When Jesus showed generosity and a willingness to share what little he and his disciples had, the others began to get generous as well, and there was plenty for all—twelve baskets-full left over. This is an easy explanation, one that many people have come up with.

But here is the thing about miracles—it all depends on where you are looking from. Before the fact, it looks impossible. After the fact it looks obvious and simple. A breakthrough—a miracle—cannot happen if we let the impossibility of a situation stop us. It take faith to proceed despite what appears to be impossible.

On one engagement with a computer company, our consulting group had been working with a team of six people who had been given a project. But they were stymied because of a lack of equipment. They had been told that the necessary equipment would not arrive for six weeks and moving ahead was impossible. But the team cost the company about $12,000 a week and six weeks of inactivity would break their budget and the project would fail.

We forged ahead anyway, working from a commitment to the possibility that the project could be successful. “A commitment to a possibility” is business language for “faith.” We lived in the possibility and refused to be stopped by the apparent impossibility; we had faith.

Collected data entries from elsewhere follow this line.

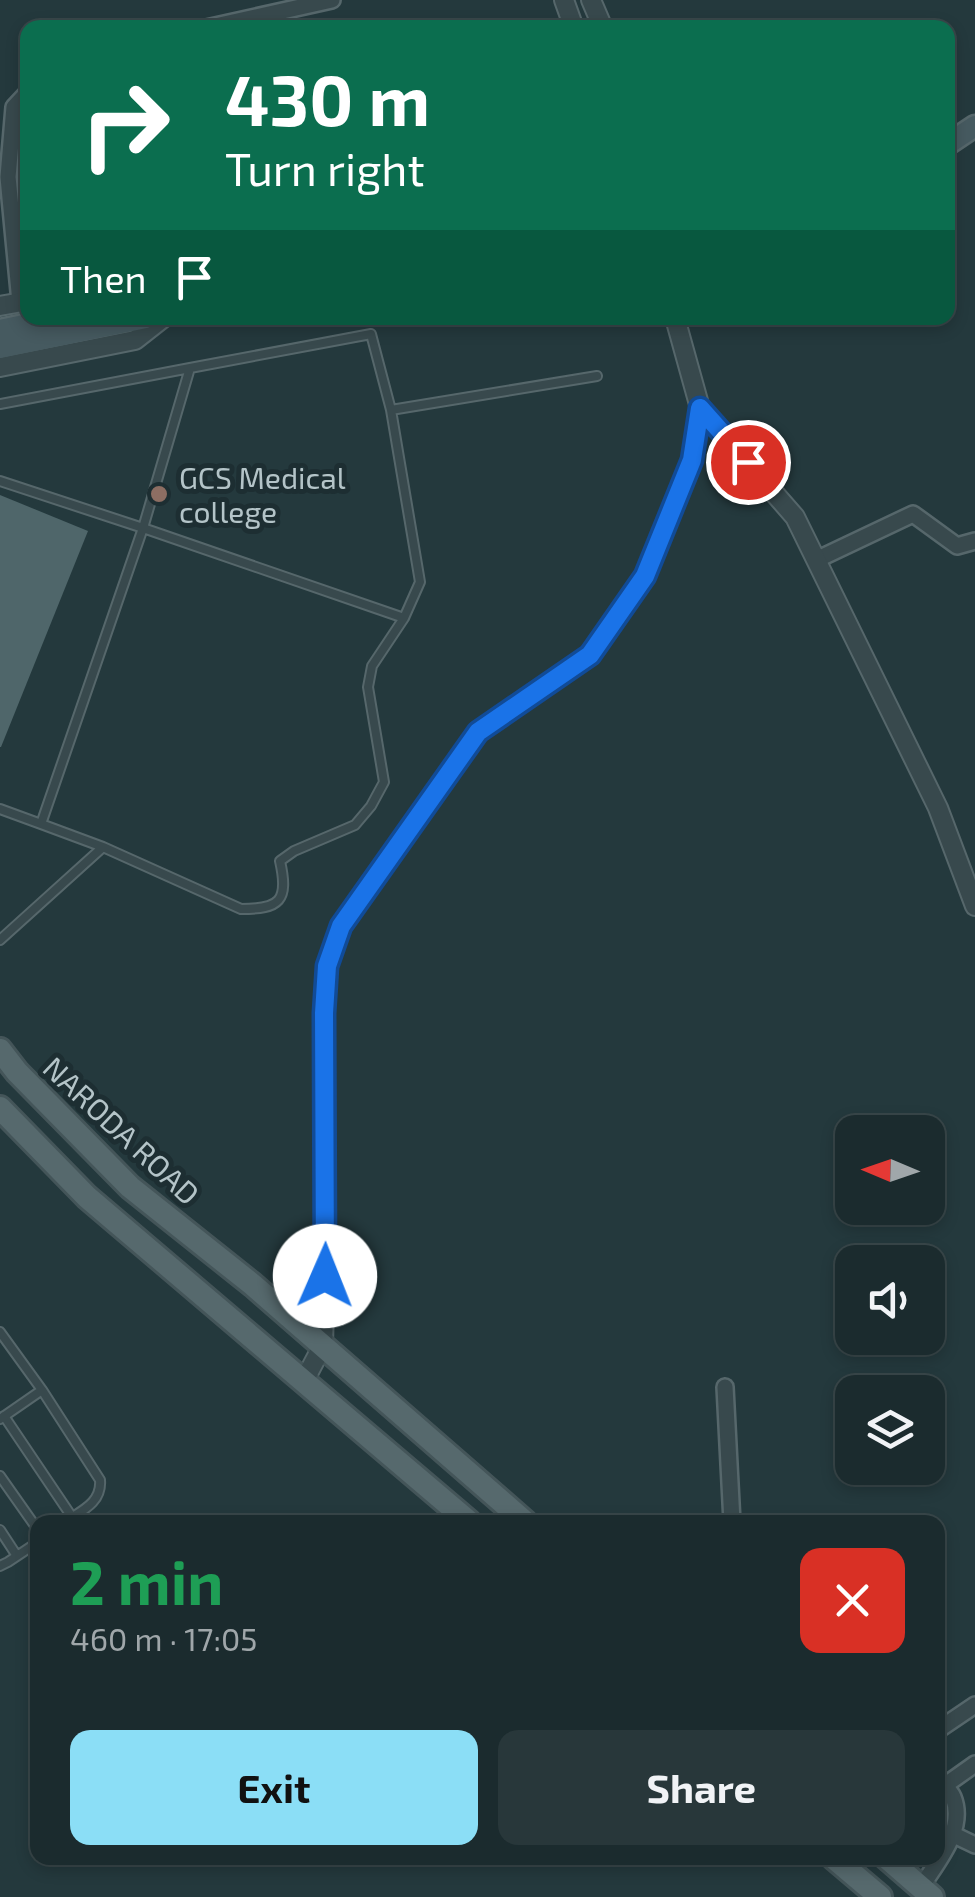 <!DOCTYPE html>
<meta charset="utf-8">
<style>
:root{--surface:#1b2b2e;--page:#28373a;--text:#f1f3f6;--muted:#a0a7aa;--line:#39474a;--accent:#8bdef6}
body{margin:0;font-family:"Exo 2",sans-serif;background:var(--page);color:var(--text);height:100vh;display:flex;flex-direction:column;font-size:38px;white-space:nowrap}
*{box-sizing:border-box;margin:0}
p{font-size:32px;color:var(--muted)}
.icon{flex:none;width:55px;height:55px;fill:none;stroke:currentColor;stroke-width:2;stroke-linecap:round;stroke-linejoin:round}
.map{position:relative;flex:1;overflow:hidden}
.drawer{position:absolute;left:30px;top:1515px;width:915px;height:350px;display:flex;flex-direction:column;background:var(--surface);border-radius:20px;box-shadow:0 5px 15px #0003,0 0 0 2px var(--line)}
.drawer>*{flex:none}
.top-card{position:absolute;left:20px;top:20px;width:935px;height:305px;border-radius:20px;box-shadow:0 5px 15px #0003,0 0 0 2px var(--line);background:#0b6e4f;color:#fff;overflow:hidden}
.needle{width:65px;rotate:272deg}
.controls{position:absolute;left:835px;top:1115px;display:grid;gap:20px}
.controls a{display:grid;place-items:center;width:110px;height:110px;border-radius:20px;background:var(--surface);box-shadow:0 5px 15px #0003,0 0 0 2px var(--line);font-size:50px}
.pin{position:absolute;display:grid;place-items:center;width:85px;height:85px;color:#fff;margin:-42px;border:5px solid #fff;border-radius:50%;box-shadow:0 2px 10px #0007}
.me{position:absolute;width:110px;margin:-55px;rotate:1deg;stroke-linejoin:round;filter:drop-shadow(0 0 8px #0008)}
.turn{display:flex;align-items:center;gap:35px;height:210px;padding:0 40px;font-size:45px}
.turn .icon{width:130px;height:130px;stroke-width:2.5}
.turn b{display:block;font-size:70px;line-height:85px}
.then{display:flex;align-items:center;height:95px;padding:0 40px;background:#0003;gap:20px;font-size:38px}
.round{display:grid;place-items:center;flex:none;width:105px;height:105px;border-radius:20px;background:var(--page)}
.head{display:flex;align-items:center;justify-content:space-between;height:170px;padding:0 40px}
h1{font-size:60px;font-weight:700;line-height:75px;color:#1e9e55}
.button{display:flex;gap:20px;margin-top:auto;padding:20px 40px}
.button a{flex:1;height:115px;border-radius:20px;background:var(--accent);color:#111;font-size:40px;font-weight:700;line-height:115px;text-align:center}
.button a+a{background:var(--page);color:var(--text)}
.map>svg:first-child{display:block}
</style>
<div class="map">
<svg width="975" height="1897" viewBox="0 0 975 1897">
<rect width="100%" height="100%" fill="#24393d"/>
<!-- building -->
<path fill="#4f666a" d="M 0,495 L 88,531 L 1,747 L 0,747 Z"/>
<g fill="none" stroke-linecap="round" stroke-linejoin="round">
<!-- service casing -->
<g stroke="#56676b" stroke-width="12">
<path id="service" d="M 0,404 L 190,368
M 391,410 L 597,376
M 0,481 L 143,528 L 41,824 L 103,847
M 0,809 L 41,824
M 0,940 L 103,847 L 241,909 C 280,909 289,901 280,861 L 294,851 L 355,825 L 371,806 L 384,782 L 368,687 L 372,666 L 404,618 L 420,582 L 391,410 L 371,334 L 190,368 L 143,528 L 404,618
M 0,1332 L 42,1390 L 100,1480 C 102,1503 81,1511 65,1522
M 4,1416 L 72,1517
M 0,1419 L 42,1390
M 0,1476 L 38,1530
M 0,1530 L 17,1556
M 0,1566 L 8,1562 L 38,1542"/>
</g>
<!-- minor casing -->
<g stroke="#56676b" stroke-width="20">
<path id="minor" d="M 206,28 L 332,0
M 20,302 L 8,177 L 14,107 L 28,92
M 816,560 L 913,514 L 957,546 L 975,541
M 725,1387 L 732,1522
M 938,1730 L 975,1705
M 944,1786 L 975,1764
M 952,1834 L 975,1845
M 921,1887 C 937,1862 966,1829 953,1797 C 950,1790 942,1783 938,1778"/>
</g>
<!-- tertiary casing -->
<g stroke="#56676b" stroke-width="22">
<path id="tertiary" d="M 564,0 L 574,28
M 591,0 L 603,28
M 0,306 L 28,301
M 0,367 L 135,340 L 163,318
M 700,408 L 795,517 L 938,808 L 975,906
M 303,1383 L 323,1345 L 326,1241 L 324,1013 L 327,966 L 341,926 L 478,732 L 590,655 L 645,575 L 692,460 L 700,408 L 675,318"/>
</g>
<!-- secondary casing -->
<g stroke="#56676b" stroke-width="25">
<path id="secondary" d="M 948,144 L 975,126
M 0,330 L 58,318
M 0,348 L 146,318"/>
</g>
<!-- primary casing -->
<g stroke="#445559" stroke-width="28">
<path id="primary" d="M 0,1050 L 17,1072 L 130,1187 L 253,1285 L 525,1522
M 0,1108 L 87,1197 L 469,1522
M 834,1858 L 880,1897
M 887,1858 L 932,1897"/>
</g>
<!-- service -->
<use href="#service" stroke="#38494d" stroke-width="8"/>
<!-- minor -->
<use href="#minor" stroke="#38494d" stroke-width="15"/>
<!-- tertiary -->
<use href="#tertiary" stroke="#38494d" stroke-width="18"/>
<!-- secondary -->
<use href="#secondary" stroke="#465a60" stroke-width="20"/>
<!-- primary -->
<use href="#primary" stroke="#56696d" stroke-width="22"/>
</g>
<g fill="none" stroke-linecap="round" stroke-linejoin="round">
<!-- route casing -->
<g stroke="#114b97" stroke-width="25">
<path id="route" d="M 325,1276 L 324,1013 L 327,966 L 341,926 L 478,732 L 590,655 L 645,576 L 692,460 L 700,408 L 748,462"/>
</g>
<!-- route -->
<use href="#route" stroke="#1a73e8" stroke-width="18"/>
</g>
<!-- markers -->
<circle fill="#8d6e63" stroke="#1d2e32" stroke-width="4" cx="159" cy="494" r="10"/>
<g text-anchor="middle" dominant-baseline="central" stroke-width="10" stroke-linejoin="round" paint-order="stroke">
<!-- poi labels -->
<g font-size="30" fill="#b4c4c8" stroke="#1d2e32" text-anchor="start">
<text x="179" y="477">GCS Medical<tspan x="179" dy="34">college</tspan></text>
</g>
<!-- street labels -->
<g font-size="30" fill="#b4c4c8" stroke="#1d2e32">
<text transform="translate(122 1130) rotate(43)">NARODA ROAD</text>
</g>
</g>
</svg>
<div class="controls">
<a><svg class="needle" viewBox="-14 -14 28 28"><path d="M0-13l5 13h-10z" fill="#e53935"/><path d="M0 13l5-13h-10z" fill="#a0a7aa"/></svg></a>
<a><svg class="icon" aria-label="sound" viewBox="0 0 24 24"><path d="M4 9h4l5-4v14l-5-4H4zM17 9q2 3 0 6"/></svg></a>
<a><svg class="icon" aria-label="layers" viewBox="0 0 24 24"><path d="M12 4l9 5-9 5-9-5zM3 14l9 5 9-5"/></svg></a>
</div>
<div class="pin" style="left:748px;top:462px;background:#d93025"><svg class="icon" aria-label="arrive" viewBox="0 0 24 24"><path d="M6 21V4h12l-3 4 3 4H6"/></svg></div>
<svg class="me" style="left:325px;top:1276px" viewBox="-20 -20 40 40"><circle r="19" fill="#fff"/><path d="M0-13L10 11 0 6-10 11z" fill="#1a73e8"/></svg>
<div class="top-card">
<div class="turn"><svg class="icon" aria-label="right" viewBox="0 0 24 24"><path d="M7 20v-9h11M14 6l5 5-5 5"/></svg><div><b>430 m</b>Turn right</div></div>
<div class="then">Then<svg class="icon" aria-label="arrive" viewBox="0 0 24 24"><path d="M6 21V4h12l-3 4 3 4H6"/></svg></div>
</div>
<section class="drawer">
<div class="head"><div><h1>2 min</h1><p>460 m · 17:05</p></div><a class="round" style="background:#d93025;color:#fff"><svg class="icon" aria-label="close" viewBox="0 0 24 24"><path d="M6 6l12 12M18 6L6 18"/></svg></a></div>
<div class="button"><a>Exit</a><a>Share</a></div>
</section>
</div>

And the miracle—the breakthrough—occurred. The needed machine was sitting on the desk of the proper person and the project succeeded.

How? Looking at the situation from before the fact, the lack of a machine made success impossible. But after the fact, the solution was embarrassingly simple—an identical machine was sitting unused on the desk of the team leader. It had been given to him just because of his status in the organization; he had no use for it and had entirely forgotten about it. It was only a matter of noticing it, and moving it about two yards to a new location—an overnight solution.

Faith is a very practical matter. Not a belief, but a commitment to a possibility. My friends, Jesus invites us to have faith, and to ask for whatever we desire. He promises that God will provide it.